Exercise brief: Return all lines in the material below that contain "each".

Given records:

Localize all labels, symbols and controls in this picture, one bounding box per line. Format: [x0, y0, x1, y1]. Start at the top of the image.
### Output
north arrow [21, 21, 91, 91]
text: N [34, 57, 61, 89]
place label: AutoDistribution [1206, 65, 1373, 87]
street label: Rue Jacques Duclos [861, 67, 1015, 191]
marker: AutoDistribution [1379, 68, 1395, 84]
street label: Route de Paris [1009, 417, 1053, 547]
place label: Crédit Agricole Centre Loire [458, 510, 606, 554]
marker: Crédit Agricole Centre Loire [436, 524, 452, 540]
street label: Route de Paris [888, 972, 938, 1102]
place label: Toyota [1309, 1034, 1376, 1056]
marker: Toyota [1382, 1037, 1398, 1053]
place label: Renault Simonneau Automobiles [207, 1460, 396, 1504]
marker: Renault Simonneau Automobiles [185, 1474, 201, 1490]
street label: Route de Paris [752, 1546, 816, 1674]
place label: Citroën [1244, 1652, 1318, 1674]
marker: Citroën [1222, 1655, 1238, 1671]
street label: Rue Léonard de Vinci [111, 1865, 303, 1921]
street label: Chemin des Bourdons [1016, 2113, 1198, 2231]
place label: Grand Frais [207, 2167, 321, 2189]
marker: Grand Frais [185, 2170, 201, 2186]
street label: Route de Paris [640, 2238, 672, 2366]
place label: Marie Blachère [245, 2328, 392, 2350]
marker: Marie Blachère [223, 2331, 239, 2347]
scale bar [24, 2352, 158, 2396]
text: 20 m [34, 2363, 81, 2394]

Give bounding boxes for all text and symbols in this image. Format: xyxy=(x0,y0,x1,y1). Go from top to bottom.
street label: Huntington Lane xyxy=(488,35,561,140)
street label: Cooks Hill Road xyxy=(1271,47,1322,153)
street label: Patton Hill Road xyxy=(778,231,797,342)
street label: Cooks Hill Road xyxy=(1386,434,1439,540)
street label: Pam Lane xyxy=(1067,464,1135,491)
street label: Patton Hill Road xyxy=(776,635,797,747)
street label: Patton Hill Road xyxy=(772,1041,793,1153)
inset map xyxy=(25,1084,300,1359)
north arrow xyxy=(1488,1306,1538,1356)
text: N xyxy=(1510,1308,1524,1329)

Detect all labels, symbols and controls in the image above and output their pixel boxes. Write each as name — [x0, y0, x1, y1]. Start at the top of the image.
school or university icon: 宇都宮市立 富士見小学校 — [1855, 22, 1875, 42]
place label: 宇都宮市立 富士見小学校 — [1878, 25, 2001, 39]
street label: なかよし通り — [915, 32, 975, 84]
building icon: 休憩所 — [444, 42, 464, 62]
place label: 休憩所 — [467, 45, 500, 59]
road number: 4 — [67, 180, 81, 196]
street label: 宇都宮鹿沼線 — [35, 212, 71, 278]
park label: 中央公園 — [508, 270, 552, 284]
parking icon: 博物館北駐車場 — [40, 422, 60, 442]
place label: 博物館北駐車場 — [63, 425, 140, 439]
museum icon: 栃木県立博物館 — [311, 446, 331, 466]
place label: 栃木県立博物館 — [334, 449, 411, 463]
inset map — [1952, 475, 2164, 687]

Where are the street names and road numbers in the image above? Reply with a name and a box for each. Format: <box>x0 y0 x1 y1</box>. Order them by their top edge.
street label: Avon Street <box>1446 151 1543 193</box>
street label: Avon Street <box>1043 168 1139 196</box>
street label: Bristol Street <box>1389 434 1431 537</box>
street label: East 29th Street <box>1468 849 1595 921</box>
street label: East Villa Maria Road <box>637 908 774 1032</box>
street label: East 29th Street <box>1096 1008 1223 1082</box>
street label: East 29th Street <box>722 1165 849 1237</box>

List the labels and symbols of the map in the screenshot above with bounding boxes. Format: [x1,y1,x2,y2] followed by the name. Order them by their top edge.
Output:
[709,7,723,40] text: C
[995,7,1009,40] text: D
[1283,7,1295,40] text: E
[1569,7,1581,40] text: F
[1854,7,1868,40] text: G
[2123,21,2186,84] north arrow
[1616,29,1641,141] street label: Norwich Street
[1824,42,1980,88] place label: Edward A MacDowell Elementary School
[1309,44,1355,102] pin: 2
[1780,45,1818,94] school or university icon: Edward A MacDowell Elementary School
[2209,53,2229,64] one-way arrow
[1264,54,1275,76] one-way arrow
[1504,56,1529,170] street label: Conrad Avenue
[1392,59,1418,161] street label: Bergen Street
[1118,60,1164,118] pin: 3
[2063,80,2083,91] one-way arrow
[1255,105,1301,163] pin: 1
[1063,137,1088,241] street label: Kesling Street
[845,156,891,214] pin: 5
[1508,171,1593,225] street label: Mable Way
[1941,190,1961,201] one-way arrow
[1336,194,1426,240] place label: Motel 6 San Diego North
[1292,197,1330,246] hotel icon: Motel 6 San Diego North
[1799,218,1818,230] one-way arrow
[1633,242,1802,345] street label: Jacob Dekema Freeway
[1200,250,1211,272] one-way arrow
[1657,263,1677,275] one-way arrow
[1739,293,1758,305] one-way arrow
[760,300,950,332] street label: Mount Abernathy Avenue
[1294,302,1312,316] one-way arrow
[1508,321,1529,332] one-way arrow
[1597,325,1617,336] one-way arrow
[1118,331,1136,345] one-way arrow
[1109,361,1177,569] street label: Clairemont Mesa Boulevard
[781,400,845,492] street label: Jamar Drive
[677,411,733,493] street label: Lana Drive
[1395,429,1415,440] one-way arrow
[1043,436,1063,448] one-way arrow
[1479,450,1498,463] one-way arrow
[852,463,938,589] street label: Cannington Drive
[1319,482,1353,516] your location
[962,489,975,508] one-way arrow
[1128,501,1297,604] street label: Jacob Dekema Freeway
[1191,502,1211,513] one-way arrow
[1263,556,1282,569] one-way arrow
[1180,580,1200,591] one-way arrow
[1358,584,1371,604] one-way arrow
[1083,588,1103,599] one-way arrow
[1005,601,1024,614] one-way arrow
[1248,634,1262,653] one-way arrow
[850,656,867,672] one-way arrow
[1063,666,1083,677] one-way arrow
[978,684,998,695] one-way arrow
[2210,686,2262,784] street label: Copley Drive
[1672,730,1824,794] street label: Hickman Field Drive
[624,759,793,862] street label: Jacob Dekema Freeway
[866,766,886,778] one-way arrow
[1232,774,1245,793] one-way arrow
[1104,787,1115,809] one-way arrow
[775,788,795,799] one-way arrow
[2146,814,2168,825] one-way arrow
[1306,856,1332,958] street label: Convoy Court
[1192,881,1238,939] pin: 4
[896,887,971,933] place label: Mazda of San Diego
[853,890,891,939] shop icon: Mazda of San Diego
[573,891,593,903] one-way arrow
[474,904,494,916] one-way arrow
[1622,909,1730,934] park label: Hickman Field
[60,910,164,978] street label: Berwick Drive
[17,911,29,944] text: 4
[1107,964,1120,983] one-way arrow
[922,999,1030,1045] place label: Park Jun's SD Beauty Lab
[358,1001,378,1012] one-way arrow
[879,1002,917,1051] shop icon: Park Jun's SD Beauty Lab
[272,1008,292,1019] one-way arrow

Answer area:
Detect all labels, symbols and controls in the image above and output their pixel boxes. Write each as name — [x0, y0, x1, y1]. Start at the top of the image.
Where are the street names and road numbers in the image above? Reply with a name and a box for each. Format: <box>x0 y0 x1 y1</box>. Order them by their top edge.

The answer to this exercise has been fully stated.